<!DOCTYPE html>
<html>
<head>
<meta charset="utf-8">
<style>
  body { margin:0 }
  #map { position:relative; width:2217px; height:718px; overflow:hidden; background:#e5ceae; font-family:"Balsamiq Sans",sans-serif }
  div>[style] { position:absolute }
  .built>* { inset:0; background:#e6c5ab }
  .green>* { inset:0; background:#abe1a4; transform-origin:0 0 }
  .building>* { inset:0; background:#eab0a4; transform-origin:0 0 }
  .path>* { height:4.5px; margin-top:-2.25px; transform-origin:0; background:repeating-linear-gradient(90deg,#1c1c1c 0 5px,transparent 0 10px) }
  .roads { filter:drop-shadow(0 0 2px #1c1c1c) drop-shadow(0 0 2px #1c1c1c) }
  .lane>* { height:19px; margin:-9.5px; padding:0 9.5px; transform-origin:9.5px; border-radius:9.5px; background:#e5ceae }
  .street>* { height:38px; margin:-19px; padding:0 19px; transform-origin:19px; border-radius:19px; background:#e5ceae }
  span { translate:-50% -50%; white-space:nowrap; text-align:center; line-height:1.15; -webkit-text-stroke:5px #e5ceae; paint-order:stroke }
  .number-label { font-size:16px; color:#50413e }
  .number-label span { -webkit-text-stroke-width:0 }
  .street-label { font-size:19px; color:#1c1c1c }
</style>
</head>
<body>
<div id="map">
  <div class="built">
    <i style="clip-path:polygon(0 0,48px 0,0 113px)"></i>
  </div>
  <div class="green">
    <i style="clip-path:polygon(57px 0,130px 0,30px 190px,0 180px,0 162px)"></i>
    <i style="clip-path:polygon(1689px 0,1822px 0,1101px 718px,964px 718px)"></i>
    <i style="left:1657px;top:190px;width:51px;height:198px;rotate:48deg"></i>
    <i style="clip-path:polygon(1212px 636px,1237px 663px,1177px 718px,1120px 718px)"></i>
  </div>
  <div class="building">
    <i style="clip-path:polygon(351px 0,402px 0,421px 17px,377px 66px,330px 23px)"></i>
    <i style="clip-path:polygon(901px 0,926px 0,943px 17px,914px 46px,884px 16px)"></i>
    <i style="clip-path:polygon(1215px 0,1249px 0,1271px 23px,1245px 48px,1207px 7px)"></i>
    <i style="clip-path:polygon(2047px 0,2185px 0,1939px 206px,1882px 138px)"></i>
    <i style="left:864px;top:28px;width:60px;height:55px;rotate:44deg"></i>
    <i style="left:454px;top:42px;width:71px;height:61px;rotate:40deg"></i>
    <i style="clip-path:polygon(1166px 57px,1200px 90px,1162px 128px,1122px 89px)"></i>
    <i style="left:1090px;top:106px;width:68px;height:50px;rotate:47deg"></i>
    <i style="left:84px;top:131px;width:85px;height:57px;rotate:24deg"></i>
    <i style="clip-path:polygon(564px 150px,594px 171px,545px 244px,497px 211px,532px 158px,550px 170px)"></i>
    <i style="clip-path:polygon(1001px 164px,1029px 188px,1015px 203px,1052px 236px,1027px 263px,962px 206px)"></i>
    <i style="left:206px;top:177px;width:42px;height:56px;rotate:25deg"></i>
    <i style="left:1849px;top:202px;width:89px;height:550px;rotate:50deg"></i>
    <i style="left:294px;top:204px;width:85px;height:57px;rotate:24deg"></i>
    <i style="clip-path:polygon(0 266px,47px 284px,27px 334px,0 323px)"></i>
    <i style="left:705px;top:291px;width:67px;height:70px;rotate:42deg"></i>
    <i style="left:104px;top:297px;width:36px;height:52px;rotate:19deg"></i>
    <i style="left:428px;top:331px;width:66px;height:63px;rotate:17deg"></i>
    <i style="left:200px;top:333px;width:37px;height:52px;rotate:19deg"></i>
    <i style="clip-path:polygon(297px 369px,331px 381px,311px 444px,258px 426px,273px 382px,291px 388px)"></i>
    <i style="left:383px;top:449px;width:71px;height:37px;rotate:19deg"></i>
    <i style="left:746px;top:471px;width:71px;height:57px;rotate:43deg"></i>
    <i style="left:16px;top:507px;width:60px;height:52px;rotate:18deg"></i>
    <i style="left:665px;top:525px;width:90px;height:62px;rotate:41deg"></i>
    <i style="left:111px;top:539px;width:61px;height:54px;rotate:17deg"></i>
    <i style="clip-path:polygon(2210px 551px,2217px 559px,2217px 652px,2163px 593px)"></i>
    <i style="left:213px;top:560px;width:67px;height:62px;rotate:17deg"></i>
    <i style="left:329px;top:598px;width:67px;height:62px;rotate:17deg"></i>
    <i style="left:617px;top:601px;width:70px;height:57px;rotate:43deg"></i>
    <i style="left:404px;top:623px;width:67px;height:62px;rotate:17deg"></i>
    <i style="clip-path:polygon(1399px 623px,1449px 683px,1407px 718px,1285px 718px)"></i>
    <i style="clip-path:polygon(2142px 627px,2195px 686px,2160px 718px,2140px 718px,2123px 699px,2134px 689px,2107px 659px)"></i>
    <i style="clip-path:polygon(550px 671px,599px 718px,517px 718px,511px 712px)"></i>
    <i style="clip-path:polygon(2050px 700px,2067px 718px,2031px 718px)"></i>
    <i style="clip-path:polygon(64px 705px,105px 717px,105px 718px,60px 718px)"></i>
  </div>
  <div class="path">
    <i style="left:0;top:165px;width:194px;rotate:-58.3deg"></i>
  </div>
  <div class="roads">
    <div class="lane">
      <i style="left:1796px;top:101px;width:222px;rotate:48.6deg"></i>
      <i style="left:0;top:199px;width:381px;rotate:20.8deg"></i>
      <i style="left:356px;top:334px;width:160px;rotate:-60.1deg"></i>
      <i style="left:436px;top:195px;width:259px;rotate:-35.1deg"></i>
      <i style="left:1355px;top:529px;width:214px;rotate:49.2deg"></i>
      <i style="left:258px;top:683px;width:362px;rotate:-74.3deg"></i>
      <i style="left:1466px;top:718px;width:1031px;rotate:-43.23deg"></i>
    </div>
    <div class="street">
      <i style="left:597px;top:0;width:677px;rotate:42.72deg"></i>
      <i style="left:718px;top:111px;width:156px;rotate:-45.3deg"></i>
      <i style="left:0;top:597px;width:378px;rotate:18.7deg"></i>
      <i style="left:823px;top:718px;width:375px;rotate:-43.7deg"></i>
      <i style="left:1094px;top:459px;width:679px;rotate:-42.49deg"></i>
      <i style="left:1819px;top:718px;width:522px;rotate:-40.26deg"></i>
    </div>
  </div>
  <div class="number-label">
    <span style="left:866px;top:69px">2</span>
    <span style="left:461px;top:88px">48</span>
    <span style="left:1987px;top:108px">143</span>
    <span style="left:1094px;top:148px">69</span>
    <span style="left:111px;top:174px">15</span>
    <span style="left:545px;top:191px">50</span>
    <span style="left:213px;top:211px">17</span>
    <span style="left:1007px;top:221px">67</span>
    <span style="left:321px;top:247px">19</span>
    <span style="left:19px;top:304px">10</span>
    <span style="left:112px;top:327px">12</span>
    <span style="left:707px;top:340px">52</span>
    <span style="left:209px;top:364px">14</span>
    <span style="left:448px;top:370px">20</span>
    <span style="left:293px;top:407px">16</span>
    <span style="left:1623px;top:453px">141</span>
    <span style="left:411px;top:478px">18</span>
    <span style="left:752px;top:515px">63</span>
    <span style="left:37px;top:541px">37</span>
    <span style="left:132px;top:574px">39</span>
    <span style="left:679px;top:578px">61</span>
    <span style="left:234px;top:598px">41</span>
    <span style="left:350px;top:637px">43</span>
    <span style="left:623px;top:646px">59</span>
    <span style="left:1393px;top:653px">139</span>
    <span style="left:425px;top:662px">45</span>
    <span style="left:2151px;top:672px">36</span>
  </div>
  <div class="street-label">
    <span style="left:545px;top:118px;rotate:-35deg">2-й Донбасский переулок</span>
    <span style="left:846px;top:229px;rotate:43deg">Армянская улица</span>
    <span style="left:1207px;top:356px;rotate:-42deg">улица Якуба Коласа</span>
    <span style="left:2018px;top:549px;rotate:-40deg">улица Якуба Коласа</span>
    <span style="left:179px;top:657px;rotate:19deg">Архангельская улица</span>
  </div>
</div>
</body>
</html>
************
[Task brief]
Check each line in the records above for the word "green". Return those that have it.

[Solution to this task]
  .green>* { inset:0; background:#abe1a4; transform-origin:0 0 }
  <div class="green">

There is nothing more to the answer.